ASSIGNED TASK
Every line containing "background" should be copied out. Go through the entries and find them.

- - - - -

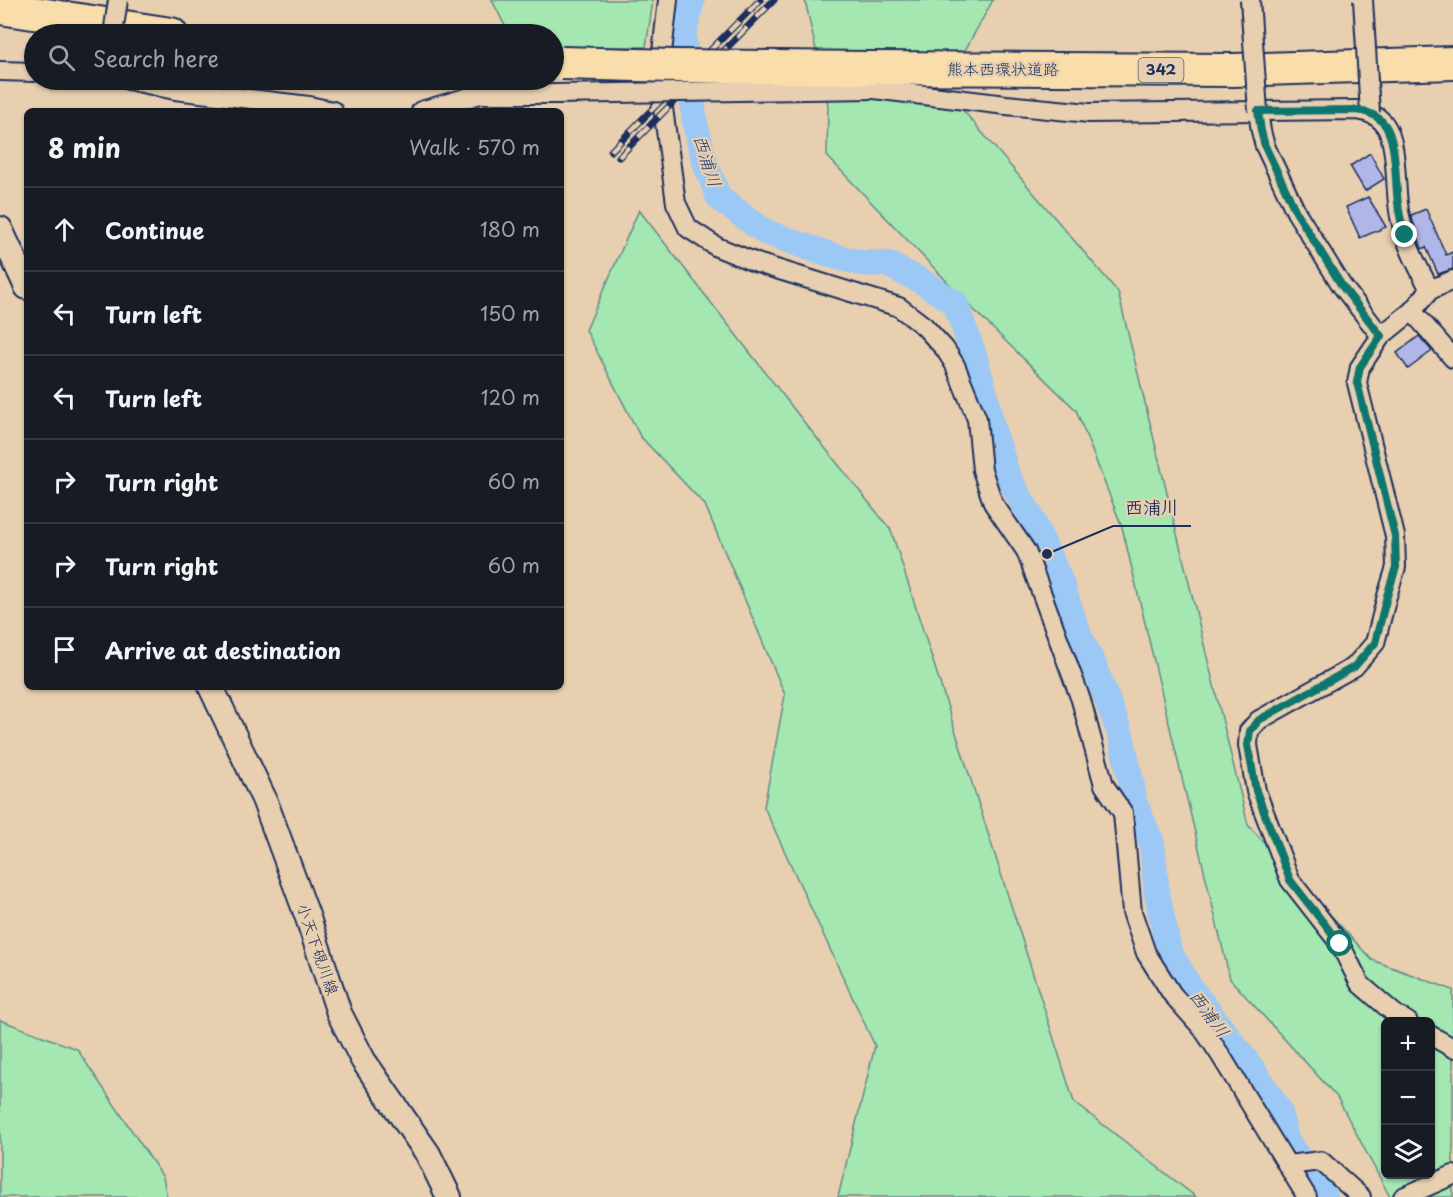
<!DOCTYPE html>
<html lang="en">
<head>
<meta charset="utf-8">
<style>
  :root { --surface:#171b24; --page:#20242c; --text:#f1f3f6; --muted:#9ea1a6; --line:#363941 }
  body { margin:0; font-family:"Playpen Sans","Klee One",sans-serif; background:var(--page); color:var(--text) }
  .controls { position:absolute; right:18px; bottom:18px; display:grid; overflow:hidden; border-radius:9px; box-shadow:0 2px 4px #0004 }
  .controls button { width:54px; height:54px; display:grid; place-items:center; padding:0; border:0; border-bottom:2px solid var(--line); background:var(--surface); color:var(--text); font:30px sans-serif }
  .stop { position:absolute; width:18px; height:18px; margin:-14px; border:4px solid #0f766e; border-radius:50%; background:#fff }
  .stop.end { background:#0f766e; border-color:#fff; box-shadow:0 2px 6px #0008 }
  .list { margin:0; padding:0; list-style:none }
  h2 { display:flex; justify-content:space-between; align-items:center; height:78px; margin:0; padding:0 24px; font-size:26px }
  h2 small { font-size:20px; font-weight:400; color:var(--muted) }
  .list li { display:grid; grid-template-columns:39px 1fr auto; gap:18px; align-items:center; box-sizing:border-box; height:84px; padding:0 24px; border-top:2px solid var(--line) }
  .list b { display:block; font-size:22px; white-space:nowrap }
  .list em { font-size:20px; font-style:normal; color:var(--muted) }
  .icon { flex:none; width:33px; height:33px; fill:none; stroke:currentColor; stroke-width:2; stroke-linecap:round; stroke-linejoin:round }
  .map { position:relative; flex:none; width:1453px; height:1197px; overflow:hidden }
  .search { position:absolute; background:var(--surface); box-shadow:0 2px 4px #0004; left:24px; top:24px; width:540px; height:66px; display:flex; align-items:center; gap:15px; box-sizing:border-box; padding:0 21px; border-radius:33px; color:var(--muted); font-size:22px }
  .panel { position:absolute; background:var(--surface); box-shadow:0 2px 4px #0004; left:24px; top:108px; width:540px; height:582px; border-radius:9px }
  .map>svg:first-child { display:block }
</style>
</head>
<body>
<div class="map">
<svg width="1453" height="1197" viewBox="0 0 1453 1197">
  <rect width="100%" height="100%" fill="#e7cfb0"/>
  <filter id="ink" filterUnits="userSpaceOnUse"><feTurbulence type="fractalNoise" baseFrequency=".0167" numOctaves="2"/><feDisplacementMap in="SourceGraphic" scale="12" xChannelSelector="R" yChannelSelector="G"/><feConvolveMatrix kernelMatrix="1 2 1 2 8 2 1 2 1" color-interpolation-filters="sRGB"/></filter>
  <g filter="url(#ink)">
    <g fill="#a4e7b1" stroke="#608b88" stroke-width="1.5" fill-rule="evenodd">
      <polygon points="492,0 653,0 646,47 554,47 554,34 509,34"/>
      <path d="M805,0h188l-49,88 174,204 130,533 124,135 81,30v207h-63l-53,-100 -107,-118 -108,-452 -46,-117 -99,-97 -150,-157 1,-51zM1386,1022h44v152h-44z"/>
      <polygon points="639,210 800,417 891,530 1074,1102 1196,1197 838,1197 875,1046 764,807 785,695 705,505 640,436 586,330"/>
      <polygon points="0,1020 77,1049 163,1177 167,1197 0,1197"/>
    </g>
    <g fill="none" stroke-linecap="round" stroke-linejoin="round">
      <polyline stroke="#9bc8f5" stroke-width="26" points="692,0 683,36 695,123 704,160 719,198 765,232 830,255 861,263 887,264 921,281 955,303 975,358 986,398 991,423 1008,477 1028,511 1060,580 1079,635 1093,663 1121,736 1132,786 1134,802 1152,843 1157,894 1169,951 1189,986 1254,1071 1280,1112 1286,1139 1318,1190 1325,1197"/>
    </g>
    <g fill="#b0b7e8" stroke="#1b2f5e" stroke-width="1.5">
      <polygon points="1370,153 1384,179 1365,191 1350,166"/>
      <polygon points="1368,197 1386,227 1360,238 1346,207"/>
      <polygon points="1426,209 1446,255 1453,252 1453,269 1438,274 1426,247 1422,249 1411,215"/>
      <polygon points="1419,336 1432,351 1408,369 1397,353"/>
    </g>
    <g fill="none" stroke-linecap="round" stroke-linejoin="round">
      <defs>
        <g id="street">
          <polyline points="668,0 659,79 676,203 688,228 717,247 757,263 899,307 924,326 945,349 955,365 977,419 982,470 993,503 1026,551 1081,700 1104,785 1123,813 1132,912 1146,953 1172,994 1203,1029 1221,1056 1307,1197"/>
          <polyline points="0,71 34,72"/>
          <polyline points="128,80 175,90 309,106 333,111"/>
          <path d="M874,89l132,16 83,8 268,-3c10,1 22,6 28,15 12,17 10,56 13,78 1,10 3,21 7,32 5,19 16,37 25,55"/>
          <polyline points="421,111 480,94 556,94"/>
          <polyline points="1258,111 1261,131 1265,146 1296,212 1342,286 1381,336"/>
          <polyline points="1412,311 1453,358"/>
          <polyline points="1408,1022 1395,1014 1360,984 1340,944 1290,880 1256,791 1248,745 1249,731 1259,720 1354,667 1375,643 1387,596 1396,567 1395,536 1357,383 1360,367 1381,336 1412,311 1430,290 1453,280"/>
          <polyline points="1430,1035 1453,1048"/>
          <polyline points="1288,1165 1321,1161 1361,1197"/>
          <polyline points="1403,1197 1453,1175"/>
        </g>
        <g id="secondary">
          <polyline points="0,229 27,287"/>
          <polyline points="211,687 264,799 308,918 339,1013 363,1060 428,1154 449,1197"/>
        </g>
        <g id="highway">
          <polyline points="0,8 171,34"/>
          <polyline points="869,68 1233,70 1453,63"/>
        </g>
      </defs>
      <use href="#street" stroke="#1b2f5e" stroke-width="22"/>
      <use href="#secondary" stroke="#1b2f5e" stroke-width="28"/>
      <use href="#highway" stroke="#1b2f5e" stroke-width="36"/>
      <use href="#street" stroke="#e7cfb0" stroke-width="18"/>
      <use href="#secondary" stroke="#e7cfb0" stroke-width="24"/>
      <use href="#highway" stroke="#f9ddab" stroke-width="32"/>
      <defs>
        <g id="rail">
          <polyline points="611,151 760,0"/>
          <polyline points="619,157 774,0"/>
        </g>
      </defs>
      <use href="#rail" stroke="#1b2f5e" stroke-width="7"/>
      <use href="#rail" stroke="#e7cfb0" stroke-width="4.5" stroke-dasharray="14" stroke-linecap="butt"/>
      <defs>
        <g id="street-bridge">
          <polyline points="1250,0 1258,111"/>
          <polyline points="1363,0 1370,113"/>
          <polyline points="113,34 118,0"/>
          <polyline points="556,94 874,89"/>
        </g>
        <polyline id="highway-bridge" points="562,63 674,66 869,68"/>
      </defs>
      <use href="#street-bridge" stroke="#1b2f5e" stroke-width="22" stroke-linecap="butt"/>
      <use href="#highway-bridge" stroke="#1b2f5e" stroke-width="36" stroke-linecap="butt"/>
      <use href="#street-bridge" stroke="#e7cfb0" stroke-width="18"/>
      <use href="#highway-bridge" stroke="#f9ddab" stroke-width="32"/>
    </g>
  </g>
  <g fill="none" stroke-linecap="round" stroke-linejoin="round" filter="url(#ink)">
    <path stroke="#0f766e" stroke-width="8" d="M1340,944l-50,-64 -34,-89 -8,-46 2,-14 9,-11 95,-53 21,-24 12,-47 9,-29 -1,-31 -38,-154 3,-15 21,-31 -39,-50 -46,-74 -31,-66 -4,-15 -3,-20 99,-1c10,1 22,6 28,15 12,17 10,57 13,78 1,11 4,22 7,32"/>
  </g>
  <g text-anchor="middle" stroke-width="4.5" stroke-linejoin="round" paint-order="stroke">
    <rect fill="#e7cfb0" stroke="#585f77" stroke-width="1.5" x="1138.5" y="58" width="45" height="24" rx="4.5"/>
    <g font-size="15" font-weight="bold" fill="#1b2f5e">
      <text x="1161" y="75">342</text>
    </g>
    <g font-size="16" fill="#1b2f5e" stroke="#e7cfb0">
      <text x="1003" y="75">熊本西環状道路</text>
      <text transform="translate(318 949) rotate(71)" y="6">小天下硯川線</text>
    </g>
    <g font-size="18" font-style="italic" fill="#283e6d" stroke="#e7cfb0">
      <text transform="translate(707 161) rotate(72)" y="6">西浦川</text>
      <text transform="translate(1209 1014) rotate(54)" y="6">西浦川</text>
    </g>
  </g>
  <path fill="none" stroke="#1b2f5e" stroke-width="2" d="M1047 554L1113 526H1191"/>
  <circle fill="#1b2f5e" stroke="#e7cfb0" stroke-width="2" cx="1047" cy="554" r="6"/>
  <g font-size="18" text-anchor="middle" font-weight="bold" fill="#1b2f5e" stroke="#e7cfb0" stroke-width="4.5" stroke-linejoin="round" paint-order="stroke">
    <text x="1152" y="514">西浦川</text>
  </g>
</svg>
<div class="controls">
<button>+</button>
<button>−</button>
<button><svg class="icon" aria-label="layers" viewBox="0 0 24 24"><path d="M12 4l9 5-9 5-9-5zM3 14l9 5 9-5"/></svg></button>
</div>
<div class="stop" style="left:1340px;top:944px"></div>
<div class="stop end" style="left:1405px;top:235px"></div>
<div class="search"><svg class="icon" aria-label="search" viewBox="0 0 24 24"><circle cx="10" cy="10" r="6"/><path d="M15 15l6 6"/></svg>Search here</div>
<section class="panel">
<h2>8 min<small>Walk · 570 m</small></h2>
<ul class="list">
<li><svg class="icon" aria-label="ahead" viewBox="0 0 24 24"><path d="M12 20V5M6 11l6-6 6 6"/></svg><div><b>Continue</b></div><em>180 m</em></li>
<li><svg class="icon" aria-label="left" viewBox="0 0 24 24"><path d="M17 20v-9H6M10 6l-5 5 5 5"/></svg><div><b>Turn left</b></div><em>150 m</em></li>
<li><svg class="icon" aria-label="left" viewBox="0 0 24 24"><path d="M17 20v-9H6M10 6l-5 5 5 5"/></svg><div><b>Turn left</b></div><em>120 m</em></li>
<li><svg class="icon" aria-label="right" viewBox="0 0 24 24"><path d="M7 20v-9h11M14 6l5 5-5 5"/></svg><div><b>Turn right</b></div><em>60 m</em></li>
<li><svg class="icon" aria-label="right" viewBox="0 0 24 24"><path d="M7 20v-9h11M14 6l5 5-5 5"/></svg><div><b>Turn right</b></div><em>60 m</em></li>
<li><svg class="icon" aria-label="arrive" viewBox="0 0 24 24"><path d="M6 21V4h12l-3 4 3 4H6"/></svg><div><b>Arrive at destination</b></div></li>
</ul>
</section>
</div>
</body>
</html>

- - - - -

TASK ANSWER
  body { margin:0; font-family:"Playpen Sans","Klee One",sans-serif; background:var(--page); color:var(--text) }
  .controls button { width:54px; height:54px; display:grid; place-items:center; padding:0; border:0; border-bottom:2px solid var(--line); background:var(--surface); color:var(--text); font:30px sans-serif }
  .stop { position:absolute; width:18px; height:18px; margin:-14px; border:4px solid #0f766e; border-radius:50%; background:#fff }
  .stop.end { background:#0f766e; border-color:#fff; box-shadow:0 2px 6px #0008 }
  .search { position:absolute; background:var(--surface); box-shadow:0 2px 4px #0004; left:24px; top:24px; width:540px; height:66px; display:flex; align-items:center; gap:15px; box-sizing:border-box; padding:0 21px; border-radius:33px; color:var(--muted); font-size:22px }
  .panel { position:absolute; background:var(--surface); box-shadow:0 2px 4px #0004; left:24px; top:108px; width:540px; height:582px; border-radius:9px }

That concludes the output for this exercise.